**Task brief:**
Gather each line of the entries below that includes "canvas".

**Stored data:**
--
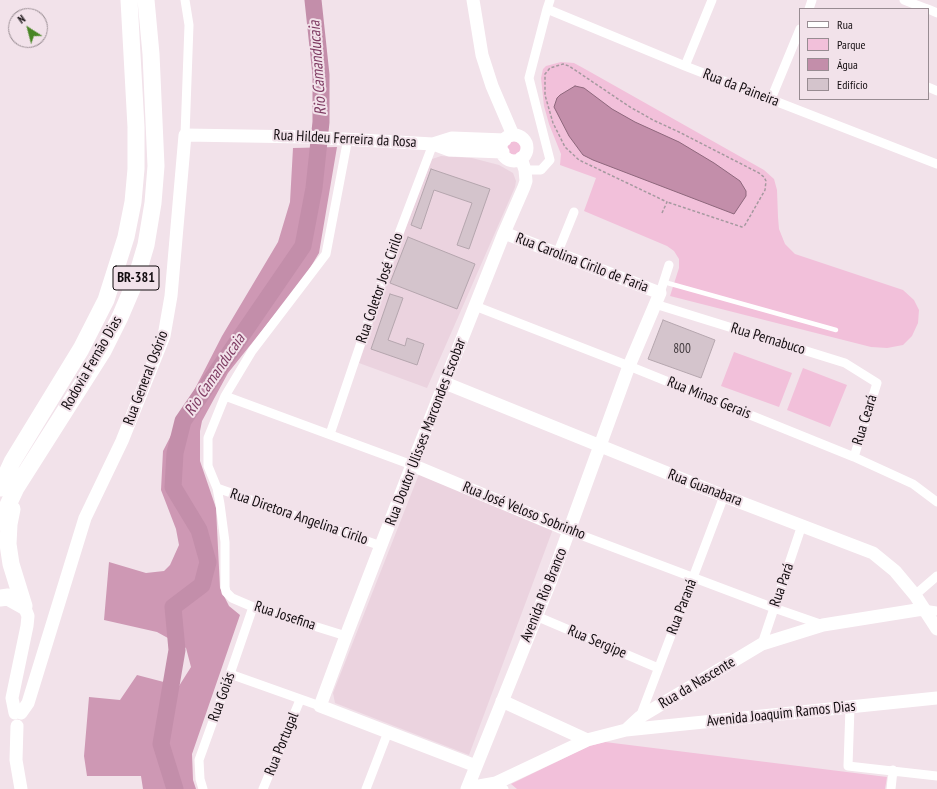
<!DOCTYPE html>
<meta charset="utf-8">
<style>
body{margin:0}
#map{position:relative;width:937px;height:789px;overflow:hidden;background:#f2e2ea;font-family:"PT Sans Narrow",sans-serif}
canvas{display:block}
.legend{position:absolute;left:799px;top:8px;width:130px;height:92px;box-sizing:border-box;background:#f2e2ea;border:1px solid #988c92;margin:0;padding:5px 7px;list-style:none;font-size:12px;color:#120c0f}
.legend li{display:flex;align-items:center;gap:8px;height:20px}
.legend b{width:20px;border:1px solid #988c92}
.north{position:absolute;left:8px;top:8px;width:40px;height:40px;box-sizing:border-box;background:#f2e2ea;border:1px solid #988c92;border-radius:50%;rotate:324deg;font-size:11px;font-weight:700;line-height:16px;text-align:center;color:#120c0f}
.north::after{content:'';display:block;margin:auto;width:14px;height:18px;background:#498625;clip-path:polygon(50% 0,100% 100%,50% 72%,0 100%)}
</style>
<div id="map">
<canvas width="937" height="789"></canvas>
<ul class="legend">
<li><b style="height:5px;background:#fff"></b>Rua</li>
<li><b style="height:11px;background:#f2c0da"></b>Parque</li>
<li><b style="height:11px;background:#c38eaa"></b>Água</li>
<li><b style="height:11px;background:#d4c4cc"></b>Edifício</li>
</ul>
<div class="north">N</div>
</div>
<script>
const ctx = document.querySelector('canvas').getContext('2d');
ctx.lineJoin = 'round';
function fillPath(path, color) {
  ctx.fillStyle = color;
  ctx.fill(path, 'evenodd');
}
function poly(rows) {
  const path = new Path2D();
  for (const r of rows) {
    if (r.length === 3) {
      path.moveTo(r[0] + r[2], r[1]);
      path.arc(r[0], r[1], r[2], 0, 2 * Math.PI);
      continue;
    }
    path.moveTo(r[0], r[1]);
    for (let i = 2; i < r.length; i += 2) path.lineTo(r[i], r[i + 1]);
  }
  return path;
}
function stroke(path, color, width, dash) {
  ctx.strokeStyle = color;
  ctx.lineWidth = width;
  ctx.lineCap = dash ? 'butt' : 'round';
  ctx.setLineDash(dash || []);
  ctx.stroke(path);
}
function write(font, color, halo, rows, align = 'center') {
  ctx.font = font + ' "PT Sans Narrow",sans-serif';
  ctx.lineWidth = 4;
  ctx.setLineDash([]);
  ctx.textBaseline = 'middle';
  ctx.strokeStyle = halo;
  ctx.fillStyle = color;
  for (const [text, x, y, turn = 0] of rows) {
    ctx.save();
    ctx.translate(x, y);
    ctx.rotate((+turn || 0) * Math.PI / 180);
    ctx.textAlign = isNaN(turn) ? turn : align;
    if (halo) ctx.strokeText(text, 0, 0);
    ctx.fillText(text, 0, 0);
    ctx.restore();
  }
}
fillPath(poly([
 [441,156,472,158,499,165,513,173,516,181,515,187,427,388,359,363,408,222,432,159],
 [419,474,553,529,469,755,335,703,333,693]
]), '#ebd3df');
fillPath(poly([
 [561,62,574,63,585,69,764,170,774,179,777,190,778,217,779,229,785,244,795,254,903,290,914,300,919,310,918,323,912,336,903,345,887,348,871,347,670,296,679,268,679,259,674,251,667,246,584,211,596,178,560,165,561,154,549,124,544,106,541,78,543,69,546,66],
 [515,148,8],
 [734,352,792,373,779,407,721,386],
 [803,368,847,385,830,427,787,410],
 [605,742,887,777,885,789,517,789,511,784,589,746]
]), '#f2c0da');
fillPath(poly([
 [337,147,319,253,304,278,228,373,202,421,200,431,200,461,216,508,220,588,229,606,240,615,192,754,193,780,196,789,143,789,141,776,87,776,84,756,89,697,120,700,137,675,179,686,191,667,186,648,157,632,104,620,109,562,146,573,164,571,170,565,179,545,176,529,161,490,163,451,222,336,278,242,290,202,293,148]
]), '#ce98b4');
const water = poly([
 [575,86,584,88,612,109,635,122,679,142,714,163,740,181,746,191,746,196,734,214,593,160,583,155,569,136,554,107,557,98,560,95,575,86]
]);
fillPath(water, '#c38eaa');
stroke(water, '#8e677c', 1);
stroke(poly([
 [175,789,161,744,177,650,173,607,202,585,208,562,199,530,173,487,175,453,183,421,303,246,314,188,321,122,321,75,313,0]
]), '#c38eaa', 17);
const building = poly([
 [431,169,490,189,469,249,457,245,472,203,434,190,421,229,411,225,431,169],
 [408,237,475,264,457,309,390,283,408,237],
 [390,294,403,298,388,340,405,346,407,338,424,344,417,365,371,349,390,294],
 [663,320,715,340,701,378,648,359,663,320]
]);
fillPath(building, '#d4c4cc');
stroke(building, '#b5a6ae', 1);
stroke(poly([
 [662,213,667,202,579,160,565,147,553,123,545,95,545,74,550,68,563,64,569,66,630,107,653,120,679,132,759,173,764,177,766,181,765,190,745,225,742,227,667,202]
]), '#a5999f', 1.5, [3, 2]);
stroke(poly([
 [664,282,836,330]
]), '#fff', 4.5);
stroke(poly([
 [904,0,927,9],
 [547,9,685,66,937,164],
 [809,9,812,0],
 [928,9,937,13],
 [685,66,712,0],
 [928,87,937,91],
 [771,99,800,29],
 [185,135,189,25,185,0],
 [525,170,541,170,550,160,529,78,547,9,550,0],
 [557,254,574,212],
 [660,293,669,265],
 [655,304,845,363,877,383,854,457],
 [475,306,629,366,854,457,913,484,937,502],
 [225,396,412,465],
 [330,434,390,257,433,144],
 [217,488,381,546],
 [570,531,774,608,823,625],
 [915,595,937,576],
 [923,609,937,611],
 [536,616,658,668],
 [346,636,253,607,232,598,226,592,225,587,225,542,220,504,217,488,208,466,208,438,225,396,252,351,326,254,348,138],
 [762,644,802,525],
 [230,674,320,706],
 [850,707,848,766,937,776],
 [640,717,724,496],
 [496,783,504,789],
 [203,789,200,779,199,760,230,674,253,607],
 [263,789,300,700],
 [366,789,388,732],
 [891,789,893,770]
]), '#fff', 9);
stroke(poly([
 [473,0,482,55,492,86,513,135],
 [514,148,13],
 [433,144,449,150,503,152],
 [445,383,724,496,873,553,895,571,915,595,937,629],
 [412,465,570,531],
 [502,701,587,740],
 [15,713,12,698,27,626,28,616,24,606],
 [21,713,28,703,85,518,122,441,164,336,171,296,185,135,307,137,433,144,452,138,505,140],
 [17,726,16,760,21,789],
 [626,730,937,698],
 [476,766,320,706,346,636,412,465,504,233,524,187,526,181,525,170,521,158],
 [468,788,496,783,587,740,626,730,640,717,762,644,823,625,923,609],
 [467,789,551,580,629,366,660,293,504,233]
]), '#fff', 13);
stroke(poly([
 [0,488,12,462,81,349,106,300,126,237,133,202,136,169,136,127,129,0],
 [12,509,9,524,8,544,11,564,24,606],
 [0,522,16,488,103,351,120,317,135,282,146,245,153,203,156,166,151,54,146,0],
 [0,598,8,597,24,606]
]), '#fff', 17);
write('13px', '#423a3e', null, [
 ["800",682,349]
]);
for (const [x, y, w] of [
 [136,278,46]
]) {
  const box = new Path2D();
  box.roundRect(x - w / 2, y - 12, w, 24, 3);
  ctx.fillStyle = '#f2e2ea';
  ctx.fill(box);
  stroke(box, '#120c0f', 1);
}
write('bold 14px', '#120c0f', null, [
 ["BR-381",136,278]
]);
write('15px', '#120c0f', '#f2e2ea', [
 ["Rua da Paineira",741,88,21],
 ["Rua Hildeu Ferreira da Rosa",345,139,3],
 ["Rua Carolina Cirilo de Faria",582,263,21],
 ["Rua Coletor José Cirilo",380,288,-71],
 ["Rua Pernabuco",768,339,17],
 ["Rodovia Fernão Dias",92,363,-60],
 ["Rua General Osório",146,378,-69],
 ["Rua Minas Gerais",709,398,22],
 ["Rua Ceará",865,420,-73],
 ["Rua Doutor Ulisses Marcondes Escobar",426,432,-69],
 ["Rua Guanabara",705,488,21],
 ["Rua José Veloso Sobrinho",524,511,22],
 ["Rua Diretora Angelina Cirilo",299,517,19],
 ["Rua Pará",782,585,-71],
 ["Avenida Rio Branco",544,595,-68],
 ["Rua Paraná",682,607,-69],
 ["Rua Josefina",285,616,18],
 ["Rua Sergipe",597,642,23],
 ["Rua da Nascente",697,683,-31],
 ["Rua Goiás",222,697,-70],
 ["Avenida Joaquim Ramos Dias",781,714,-6],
 ["Rua Portugal",282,744,-68]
]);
write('italic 16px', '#7e3b62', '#f2e2ea', [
 ["Rio Camanducaia",318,68,-94],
 ["Rio Camanducaia",215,375,-56]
]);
</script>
--
**Result for this task:**
canvas{display:block}
<canvas width="937" height="789"></canvas>
const ctx = document.querySelector('canvas').getContext('2d');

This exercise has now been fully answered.